Inside his hotel room, Klein sat with considerable comfort, sometimes biting into an oily pie, sometimes drinking a little cool, refreshing sweet iced tea.
After eating and drinking his fill, he did not immediately tidy up. Instead, he picked up the top hat resting on the nearby chair and placed it on his head.
At the same time, the glove on his left palm suddenly turned transparent. His entire person rapidly faded and vanished.
Klein entered the spirit world, intending to Travel to Bodo Harbor in the Berserk Sea and search for food for Creeping Hunger.
The Eskelson Harbor where he currently was did indeed belong to Desi Bay, but it did not sit on any point of the mainland coastline. This was an island—the southernmost island of Desi Bay. Crossing beyond it meant one was about to enter the Berserk Sea.
Therefore, after Klein had only traveled for one second toward his predetermined coordinates, an abnormal scene appeared before his eyes.
Nearby spirit-world currents took shape and coiled into wind, howling as they enveloped a vast region whose edges could not be seen. Within them, the light was dim, dark clouds piled upon one another, and lightning tinged with a deep, profound feeling streaked across again and again, illuminating the surrounding scene like the end of the world.

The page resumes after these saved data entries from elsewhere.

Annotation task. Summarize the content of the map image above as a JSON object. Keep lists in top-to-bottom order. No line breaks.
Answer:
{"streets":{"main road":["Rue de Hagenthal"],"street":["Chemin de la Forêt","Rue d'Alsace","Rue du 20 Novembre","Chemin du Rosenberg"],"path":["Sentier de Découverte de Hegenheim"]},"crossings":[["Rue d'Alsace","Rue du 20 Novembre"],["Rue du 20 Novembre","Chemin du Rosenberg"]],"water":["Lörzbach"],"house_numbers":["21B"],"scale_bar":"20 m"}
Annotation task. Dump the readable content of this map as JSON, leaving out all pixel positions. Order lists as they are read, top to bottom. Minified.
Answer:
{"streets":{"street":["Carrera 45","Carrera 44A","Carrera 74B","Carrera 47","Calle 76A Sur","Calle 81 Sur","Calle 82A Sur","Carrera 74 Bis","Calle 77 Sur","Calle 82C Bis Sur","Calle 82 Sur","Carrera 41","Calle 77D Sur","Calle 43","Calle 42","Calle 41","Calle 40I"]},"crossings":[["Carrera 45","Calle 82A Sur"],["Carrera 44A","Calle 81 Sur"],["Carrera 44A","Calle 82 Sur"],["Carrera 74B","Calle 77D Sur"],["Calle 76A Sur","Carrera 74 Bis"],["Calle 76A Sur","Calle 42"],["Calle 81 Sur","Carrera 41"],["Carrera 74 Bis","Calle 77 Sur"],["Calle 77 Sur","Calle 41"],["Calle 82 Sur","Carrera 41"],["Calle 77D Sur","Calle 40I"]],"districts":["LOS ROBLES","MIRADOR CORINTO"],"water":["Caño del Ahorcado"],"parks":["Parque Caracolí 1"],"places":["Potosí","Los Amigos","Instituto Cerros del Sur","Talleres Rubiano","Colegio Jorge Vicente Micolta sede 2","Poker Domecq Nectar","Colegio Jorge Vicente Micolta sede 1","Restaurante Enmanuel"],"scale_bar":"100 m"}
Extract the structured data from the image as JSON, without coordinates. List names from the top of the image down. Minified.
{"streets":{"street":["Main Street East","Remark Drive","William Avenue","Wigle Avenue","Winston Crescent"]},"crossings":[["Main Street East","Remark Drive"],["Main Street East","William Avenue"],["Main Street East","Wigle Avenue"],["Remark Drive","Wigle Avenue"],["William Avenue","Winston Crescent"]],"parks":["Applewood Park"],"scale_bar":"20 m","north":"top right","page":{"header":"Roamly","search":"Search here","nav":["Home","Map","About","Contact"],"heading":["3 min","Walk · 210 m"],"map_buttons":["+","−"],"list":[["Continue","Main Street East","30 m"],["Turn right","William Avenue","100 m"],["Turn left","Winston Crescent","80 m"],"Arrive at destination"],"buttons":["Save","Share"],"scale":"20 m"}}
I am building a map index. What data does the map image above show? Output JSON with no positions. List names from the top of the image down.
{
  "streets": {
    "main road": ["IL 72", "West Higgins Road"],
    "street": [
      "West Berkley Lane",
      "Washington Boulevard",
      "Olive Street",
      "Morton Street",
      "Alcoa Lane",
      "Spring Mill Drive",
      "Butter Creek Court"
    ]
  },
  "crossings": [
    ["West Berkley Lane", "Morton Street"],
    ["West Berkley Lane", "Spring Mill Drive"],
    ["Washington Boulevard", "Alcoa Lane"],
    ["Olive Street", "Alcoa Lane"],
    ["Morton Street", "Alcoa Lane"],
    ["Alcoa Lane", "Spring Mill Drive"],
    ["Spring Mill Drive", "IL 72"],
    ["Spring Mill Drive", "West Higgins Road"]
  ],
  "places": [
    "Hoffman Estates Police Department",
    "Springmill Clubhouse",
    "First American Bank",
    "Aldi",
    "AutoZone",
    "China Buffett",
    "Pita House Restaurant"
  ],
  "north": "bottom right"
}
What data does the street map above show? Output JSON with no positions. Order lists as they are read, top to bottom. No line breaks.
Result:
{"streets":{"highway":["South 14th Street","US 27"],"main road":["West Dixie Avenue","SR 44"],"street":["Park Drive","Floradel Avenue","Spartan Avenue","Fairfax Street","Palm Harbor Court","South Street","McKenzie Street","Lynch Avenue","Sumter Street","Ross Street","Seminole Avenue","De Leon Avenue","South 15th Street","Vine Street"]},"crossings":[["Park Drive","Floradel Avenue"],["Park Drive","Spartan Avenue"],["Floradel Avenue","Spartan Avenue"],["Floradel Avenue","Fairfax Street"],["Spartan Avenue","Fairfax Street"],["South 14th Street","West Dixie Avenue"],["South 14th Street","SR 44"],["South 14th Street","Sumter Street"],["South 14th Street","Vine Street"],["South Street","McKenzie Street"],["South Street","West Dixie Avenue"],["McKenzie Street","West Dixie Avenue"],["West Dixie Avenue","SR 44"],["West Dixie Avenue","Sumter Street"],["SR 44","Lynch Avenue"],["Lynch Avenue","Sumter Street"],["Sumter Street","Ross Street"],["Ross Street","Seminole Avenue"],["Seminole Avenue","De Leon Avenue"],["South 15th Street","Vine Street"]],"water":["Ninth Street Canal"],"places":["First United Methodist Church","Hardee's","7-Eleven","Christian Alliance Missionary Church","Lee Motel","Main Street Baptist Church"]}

At that moment, Klein seemed to have arrived upon an ocean ruled by an unending storm. Yet he knew, clearly and truly, that this was the spirit world.
“As expected, just as many mysticism books mention, the power released when Death fell not only changed the climate and environment of the ocean between the Northern and Southern Continents, filling it with natural disasters and countless dangerous currents, causing it to be named Berserk; it also broke the barrier between reality and illusion, contaminating and damaging the corresponding spirit world, making the two sides influence one another… In the Berserk Sea region, if one holds rituals involving the spirit world, or uses abilities related to the spirit world, there is a high chance an accident will occur and unexpected changes will arise…”
Klein sighed inwardly, using what he had personally seen to verify the records in the books.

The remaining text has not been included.